TASK DESCRIPTION. The lines of the records that include "service" should all be copied.

DATA FOR THIS EXERCISE: Begin

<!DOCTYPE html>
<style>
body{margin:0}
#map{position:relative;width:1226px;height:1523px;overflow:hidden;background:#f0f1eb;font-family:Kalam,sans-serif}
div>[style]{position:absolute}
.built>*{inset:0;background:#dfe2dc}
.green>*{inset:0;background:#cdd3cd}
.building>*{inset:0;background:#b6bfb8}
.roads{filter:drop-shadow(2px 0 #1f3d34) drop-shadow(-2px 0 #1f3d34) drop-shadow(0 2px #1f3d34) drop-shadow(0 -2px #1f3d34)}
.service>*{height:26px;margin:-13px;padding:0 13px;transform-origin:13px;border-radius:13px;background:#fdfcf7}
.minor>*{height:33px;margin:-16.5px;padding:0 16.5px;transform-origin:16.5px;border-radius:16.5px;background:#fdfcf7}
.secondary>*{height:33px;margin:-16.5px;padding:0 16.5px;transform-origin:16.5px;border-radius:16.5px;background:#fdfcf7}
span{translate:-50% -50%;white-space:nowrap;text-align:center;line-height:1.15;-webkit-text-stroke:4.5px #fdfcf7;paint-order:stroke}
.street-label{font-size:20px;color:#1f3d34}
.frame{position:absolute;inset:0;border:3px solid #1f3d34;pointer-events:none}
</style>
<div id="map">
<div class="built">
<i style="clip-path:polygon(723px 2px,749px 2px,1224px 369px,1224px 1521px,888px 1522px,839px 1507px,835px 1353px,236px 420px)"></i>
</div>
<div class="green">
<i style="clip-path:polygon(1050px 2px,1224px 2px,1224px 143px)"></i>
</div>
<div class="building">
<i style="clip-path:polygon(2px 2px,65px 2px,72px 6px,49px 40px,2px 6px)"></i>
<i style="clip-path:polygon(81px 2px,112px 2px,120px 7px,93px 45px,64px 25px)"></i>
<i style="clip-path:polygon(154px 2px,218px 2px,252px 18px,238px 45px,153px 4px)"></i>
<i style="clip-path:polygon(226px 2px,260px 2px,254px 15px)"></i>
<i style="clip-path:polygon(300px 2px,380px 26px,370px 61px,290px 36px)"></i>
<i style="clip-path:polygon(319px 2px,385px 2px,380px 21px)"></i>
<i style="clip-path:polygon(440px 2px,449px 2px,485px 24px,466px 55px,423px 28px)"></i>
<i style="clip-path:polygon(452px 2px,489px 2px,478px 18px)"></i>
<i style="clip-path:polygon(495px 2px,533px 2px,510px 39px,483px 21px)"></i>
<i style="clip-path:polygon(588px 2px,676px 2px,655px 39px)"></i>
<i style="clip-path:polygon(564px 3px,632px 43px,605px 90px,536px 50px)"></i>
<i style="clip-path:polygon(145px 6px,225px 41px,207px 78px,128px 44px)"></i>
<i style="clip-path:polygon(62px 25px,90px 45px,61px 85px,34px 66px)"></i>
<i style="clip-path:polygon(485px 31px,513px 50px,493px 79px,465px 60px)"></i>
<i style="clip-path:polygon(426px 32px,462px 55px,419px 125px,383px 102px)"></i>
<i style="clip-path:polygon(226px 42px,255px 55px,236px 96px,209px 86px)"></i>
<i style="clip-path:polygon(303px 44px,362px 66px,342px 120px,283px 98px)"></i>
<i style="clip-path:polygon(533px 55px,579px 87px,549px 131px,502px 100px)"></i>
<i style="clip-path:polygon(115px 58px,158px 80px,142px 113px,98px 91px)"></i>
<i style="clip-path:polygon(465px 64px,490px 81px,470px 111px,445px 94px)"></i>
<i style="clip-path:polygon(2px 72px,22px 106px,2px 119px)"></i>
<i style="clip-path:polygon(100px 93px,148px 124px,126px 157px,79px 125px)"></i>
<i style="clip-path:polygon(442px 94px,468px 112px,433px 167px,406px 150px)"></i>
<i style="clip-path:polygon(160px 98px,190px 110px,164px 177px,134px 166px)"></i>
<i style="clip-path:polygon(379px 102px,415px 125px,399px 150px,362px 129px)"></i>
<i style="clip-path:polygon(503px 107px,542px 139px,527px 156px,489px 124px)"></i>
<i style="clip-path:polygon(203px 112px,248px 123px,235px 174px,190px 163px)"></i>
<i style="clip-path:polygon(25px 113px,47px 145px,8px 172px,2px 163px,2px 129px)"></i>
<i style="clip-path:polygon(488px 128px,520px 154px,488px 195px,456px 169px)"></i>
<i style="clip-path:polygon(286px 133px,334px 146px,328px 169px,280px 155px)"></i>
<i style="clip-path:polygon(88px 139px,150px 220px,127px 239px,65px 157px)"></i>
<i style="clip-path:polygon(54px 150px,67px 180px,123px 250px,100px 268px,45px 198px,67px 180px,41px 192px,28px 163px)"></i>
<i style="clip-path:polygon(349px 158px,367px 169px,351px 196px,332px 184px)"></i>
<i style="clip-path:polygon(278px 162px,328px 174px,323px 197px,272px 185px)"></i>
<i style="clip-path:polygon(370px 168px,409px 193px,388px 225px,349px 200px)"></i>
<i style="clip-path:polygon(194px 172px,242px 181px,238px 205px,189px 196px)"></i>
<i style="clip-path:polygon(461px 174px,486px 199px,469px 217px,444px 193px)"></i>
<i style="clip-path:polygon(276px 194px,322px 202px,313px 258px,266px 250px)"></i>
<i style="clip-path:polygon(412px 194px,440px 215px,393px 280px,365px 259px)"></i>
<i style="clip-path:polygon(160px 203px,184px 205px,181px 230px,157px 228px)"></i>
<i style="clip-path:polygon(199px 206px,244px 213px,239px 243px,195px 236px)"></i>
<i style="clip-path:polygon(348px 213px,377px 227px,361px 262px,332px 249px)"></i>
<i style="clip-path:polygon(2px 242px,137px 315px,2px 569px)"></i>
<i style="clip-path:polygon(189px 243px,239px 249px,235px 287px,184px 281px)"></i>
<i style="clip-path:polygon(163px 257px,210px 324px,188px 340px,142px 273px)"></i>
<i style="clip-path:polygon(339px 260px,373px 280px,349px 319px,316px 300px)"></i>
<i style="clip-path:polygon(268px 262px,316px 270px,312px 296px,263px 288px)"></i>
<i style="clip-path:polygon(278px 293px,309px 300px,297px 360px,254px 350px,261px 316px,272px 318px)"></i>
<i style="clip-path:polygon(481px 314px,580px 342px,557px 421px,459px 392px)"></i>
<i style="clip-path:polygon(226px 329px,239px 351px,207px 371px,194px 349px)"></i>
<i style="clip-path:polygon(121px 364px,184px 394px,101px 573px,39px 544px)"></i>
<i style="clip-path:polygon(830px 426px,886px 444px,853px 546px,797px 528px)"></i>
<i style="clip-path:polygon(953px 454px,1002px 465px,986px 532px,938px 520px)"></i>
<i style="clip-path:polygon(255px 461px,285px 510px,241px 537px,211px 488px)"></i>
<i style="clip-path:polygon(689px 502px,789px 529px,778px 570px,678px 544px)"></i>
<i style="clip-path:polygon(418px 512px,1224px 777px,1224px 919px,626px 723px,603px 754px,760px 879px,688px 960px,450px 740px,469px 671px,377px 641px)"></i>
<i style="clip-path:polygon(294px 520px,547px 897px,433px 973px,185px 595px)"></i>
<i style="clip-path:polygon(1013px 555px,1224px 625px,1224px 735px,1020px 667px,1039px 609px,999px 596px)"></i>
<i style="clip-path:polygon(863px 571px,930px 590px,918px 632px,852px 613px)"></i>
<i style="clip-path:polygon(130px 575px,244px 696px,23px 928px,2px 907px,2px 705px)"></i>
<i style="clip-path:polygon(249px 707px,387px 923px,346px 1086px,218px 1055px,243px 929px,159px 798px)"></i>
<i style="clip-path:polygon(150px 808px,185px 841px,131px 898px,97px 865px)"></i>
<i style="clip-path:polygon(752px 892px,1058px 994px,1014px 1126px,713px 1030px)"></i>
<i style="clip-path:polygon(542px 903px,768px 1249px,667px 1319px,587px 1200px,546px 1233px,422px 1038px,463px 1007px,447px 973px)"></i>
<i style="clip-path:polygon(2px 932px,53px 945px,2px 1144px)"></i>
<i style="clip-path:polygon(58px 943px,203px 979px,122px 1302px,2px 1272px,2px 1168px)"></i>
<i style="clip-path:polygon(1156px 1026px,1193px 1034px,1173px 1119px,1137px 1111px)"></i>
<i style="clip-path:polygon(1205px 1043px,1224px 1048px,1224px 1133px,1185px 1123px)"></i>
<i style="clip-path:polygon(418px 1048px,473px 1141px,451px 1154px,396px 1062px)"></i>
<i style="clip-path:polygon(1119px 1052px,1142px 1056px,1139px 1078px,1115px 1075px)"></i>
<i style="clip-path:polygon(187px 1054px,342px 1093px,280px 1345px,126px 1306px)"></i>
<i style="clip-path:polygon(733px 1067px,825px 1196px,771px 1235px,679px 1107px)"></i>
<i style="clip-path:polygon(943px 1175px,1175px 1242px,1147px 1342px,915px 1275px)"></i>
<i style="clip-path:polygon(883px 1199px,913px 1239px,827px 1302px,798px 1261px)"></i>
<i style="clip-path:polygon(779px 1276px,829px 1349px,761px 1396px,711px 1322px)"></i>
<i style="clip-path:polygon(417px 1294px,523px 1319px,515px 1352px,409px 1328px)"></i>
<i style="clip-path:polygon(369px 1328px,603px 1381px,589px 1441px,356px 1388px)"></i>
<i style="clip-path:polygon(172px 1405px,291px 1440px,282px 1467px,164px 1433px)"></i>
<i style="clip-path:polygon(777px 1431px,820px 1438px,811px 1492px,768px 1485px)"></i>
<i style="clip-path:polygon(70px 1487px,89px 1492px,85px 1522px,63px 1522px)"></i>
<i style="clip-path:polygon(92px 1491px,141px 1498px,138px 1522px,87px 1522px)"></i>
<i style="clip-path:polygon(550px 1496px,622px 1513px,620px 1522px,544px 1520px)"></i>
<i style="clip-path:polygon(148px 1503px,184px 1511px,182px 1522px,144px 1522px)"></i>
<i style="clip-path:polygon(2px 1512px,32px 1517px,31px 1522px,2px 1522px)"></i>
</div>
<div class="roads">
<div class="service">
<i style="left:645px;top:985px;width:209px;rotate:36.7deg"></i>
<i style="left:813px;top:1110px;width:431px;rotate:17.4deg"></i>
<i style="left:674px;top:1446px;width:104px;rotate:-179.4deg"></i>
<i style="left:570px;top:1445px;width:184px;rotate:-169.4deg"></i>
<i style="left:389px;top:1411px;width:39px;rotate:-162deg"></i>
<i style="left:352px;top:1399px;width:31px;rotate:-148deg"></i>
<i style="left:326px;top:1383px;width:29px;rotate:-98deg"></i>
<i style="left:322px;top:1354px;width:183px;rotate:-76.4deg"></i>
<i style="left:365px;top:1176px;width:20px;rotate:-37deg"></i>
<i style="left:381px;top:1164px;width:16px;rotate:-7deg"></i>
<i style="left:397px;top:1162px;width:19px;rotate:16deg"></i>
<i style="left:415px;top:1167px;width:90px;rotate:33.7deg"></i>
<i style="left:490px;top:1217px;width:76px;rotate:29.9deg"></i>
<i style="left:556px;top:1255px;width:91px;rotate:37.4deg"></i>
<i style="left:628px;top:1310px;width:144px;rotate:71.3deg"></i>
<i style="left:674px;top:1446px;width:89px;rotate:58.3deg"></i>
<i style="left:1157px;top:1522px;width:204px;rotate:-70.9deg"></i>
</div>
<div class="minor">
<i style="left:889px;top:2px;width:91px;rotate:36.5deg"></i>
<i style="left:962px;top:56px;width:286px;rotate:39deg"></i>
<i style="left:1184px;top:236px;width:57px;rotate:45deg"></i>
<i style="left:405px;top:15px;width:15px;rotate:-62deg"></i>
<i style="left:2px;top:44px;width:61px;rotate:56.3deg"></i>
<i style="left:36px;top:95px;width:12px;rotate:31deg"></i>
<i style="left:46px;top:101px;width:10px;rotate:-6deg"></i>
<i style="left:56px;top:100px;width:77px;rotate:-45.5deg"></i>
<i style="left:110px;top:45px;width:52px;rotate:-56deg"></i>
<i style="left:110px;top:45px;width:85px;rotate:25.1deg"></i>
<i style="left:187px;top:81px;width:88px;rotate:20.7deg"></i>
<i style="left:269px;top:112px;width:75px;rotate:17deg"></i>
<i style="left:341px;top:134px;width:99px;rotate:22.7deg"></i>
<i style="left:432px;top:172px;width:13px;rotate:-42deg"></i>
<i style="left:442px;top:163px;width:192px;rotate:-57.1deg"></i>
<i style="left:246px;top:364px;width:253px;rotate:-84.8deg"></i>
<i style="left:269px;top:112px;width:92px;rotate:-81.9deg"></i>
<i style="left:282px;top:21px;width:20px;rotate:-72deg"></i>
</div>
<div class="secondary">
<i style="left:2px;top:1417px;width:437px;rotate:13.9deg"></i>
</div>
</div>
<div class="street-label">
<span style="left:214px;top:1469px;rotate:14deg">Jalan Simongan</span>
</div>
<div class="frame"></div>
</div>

DATA FOR THIS EXERCISE: End

RESPONSE TO THIS EXERCISE.
.service>*{height:26px;margin:-13px;padding:0 13px;transform-origin:13px;border-radius:13px;background:#fdfcf7}
<div class="service">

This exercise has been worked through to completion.